▶ [EXCERPTED RECORDS]
+++
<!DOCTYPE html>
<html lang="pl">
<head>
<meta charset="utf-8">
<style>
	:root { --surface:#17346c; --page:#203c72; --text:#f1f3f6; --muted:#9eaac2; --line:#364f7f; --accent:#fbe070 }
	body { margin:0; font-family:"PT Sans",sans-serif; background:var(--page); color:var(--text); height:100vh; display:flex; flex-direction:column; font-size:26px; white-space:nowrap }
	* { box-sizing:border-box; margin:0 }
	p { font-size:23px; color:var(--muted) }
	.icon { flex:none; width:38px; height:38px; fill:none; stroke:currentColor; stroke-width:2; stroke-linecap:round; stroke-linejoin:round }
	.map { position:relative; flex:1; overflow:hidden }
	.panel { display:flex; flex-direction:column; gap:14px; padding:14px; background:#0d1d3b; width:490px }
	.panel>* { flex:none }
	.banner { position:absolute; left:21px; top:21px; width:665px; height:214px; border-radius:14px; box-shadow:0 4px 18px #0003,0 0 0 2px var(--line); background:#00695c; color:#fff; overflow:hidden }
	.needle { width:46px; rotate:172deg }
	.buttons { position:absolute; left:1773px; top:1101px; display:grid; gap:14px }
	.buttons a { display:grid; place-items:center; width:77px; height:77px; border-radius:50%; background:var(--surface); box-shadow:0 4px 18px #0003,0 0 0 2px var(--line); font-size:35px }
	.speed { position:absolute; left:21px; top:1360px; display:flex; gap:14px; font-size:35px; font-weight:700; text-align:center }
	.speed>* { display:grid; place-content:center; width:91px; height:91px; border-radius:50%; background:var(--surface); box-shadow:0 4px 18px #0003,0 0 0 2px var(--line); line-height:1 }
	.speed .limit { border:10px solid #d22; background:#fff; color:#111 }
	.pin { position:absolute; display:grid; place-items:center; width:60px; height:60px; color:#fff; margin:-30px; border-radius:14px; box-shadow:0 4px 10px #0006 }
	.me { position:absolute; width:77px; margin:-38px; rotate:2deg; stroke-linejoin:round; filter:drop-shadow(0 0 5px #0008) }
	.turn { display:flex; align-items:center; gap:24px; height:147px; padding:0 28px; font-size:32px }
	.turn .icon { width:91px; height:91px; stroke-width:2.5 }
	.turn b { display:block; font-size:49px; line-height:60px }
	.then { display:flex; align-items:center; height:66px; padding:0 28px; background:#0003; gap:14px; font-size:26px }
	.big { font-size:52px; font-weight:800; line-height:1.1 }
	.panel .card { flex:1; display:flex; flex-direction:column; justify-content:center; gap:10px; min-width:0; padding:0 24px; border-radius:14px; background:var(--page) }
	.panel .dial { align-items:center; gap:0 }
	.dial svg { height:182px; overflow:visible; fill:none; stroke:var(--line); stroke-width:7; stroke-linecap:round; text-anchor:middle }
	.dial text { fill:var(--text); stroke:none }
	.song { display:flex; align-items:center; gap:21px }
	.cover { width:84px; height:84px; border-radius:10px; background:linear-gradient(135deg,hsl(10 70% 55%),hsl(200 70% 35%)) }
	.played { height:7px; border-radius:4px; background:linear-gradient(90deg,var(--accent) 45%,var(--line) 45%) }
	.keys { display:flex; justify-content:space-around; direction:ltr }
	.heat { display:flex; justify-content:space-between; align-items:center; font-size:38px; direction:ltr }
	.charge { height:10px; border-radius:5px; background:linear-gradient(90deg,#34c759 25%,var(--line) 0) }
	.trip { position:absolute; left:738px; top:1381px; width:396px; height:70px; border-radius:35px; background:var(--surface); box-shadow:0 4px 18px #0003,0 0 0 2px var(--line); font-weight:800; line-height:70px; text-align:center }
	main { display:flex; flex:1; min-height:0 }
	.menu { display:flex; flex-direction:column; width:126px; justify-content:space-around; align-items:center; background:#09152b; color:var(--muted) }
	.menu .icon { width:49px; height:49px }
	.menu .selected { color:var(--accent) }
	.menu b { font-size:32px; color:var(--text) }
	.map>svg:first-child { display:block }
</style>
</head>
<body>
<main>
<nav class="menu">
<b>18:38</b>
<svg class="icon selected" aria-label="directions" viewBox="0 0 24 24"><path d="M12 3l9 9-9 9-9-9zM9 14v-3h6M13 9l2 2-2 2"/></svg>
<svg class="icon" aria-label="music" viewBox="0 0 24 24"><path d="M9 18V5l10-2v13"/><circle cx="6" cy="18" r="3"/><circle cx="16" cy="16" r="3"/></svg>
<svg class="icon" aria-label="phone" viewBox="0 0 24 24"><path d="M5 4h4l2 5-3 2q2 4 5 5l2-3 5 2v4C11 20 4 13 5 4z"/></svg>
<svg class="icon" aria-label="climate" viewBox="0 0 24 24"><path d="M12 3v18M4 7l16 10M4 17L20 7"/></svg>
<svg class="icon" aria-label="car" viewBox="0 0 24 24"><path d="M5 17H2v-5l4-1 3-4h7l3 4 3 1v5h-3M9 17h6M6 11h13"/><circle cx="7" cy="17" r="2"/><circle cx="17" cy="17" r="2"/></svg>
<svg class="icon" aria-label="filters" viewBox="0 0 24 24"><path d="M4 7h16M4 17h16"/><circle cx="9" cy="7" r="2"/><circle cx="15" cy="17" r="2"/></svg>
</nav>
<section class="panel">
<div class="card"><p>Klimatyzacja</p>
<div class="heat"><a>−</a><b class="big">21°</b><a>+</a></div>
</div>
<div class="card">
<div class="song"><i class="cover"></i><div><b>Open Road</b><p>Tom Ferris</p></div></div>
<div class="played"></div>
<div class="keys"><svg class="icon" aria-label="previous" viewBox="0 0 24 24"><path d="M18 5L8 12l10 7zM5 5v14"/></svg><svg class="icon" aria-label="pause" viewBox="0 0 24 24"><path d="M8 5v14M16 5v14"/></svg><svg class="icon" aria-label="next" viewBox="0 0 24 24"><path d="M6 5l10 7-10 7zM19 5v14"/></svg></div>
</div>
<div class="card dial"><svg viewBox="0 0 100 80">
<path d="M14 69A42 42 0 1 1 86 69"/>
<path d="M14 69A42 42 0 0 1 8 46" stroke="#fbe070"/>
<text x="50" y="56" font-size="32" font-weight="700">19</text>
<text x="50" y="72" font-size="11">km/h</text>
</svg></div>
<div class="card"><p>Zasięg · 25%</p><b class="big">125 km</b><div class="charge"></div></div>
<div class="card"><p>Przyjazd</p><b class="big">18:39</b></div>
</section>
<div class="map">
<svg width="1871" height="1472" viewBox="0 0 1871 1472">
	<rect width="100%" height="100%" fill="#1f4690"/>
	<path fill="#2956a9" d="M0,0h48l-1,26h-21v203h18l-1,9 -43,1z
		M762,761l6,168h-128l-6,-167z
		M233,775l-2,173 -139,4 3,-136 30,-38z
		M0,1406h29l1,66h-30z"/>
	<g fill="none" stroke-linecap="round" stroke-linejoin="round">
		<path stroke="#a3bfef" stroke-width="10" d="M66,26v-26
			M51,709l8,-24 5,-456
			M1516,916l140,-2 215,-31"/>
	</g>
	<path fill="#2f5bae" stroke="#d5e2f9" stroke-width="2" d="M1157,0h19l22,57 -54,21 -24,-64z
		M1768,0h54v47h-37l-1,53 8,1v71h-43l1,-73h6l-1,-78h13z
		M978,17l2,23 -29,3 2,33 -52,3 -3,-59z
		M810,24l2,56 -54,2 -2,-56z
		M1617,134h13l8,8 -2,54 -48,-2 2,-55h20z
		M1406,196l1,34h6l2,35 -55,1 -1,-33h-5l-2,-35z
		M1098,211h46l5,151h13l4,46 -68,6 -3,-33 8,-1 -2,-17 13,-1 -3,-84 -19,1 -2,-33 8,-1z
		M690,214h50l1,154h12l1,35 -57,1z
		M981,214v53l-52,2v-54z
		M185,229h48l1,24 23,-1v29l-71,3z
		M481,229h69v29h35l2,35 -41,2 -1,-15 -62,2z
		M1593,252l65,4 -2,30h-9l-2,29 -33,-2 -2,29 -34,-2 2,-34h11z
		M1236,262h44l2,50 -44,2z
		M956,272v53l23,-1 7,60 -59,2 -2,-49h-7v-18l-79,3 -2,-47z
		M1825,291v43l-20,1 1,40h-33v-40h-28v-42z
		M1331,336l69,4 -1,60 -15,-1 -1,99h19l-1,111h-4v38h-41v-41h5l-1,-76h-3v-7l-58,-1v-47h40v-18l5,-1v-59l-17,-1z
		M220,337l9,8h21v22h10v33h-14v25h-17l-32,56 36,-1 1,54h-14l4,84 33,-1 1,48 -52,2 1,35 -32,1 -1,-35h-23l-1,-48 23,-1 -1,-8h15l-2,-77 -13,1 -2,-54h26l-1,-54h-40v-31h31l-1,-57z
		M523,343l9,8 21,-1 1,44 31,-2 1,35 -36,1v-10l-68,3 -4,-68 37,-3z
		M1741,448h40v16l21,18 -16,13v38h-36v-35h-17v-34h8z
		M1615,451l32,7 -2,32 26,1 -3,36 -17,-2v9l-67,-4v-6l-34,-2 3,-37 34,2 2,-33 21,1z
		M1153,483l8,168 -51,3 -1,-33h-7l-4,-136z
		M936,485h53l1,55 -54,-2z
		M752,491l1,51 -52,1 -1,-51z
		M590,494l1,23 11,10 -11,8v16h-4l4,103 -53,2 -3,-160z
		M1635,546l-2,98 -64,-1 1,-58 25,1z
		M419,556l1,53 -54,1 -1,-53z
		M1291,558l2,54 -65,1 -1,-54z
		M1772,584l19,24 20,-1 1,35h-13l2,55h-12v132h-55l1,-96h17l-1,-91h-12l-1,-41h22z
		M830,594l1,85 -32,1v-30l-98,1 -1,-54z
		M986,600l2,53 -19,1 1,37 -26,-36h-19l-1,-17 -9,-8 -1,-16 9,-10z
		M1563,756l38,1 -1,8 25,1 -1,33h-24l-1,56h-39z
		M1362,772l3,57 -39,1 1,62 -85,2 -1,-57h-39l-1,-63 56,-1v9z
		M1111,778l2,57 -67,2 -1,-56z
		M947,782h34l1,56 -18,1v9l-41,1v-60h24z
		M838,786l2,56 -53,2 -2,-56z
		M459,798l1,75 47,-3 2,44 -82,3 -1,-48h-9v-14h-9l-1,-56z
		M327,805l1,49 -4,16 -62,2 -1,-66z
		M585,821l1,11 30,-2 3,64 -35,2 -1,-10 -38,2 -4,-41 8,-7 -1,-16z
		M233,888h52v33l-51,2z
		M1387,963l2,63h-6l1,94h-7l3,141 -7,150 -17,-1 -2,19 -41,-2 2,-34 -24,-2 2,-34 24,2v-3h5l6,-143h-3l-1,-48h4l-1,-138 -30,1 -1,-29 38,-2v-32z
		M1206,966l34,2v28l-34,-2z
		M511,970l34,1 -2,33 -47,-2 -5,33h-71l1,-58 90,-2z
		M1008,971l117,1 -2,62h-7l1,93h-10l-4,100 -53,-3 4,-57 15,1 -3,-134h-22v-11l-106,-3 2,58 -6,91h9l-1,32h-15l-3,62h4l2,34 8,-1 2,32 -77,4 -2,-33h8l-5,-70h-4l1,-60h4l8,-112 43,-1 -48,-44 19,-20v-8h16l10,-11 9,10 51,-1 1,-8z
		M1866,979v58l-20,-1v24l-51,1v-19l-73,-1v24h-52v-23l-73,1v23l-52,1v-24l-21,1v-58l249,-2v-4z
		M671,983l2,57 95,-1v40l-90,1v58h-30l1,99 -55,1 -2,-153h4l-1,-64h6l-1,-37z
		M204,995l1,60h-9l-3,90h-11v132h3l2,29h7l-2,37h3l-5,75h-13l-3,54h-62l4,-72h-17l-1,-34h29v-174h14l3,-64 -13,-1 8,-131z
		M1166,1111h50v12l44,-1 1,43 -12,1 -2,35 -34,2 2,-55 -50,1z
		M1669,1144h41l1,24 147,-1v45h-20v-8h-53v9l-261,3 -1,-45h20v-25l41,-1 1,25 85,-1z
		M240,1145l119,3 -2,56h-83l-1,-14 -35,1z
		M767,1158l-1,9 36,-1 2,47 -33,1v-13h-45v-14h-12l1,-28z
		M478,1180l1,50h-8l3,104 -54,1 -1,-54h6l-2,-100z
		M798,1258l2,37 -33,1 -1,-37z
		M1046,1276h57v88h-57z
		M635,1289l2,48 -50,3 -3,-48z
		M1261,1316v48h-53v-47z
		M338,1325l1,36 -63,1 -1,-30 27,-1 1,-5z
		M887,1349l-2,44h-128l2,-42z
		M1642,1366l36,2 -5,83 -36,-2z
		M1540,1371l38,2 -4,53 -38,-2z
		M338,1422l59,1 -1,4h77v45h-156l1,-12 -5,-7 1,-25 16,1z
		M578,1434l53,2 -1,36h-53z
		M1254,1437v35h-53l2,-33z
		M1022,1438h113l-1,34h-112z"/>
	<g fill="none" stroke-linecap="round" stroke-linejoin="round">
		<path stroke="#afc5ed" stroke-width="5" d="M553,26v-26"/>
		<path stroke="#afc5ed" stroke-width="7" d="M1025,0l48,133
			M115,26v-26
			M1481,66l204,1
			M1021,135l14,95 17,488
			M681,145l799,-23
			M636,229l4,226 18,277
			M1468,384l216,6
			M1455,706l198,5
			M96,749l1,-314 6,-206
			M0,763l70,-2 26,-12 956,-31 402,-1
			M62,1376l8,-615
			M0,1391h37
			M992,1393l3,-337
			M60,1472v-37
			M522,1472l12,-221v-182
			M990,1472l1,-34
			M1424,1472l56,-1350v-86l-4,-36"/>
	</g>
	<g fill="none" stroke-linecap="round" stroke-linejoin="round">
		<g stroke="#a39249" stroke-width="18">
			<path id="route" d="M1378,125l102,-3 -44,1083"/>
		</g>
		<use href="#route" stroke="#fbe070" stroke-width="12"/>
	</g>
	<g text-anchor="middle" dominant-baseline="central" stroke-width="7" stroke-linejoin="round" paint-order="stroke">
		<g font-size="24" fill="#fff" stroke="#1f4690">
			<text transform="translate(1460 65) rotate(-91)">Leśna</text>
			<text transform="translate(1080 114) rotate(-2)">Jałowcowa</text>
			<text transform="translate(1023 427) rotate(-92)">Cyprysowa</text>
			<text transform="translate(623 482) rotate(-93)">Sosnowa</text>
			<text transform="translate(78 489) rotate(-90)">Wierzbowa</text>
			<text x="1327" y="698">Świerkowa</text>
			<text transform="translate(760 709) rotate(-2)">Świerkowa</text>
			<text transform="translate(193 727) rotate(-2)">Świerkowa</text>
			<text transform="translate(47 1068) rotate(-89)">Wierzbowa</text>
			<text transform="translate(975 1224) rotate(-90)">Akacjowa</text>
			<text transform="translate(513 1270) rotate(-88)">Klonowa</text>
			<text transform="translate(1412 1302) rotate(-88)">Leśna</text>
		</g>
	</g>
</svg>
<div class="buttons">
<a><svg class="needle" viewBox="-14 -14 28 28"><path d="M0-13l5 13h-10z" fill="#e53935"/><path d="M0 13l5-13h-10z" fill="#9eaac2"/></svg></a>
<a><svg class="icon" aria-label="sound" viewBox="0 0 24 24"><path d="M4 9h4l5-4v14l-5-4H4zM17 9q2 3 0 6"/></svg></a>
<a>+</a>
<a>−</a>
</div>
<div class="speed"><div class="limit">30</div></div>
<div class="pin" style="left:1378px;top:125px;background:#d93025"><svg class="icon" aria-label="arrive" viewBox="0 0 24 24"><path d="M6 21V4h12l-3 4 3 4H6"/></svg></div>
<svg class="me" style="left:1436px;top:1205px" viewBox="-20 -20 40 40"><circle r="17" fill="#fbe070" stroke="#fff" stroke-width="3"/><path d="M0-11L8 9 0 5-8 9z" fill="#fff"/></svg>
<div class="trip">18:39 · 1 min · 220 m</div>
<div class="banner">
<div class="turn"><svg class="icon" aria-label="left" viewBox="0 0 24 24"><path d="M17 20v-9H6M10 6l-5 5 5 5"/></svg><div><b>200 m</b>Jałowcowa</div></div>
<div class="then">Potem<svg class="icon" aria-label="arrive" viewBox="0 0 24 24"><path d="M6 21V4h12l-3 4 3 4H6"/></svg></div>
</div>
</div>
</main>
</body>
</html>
+++
▶ [EXERCISE GOAL]
Among the lines above, repeat exactly those from the line with "M762,761l6,168h-128l-6,-167z" to the line with "M51,709l8,-24 5,-456", counting both ends.

▶ [TASK SOLUTION]
		M762,761l6,168h-128l-6,-167z
		M233,775l-2,173 -139,4 3,-136 30,-38z
		M0,1406h29l1,66h-30z"/>
	<g fill="none" stroke-linecap="round" stroke-linejoin="round">
		<path stroke="#a3bfef" stroke-width="10" d="M66,26v-26
			M51,709l8,-24 5,-456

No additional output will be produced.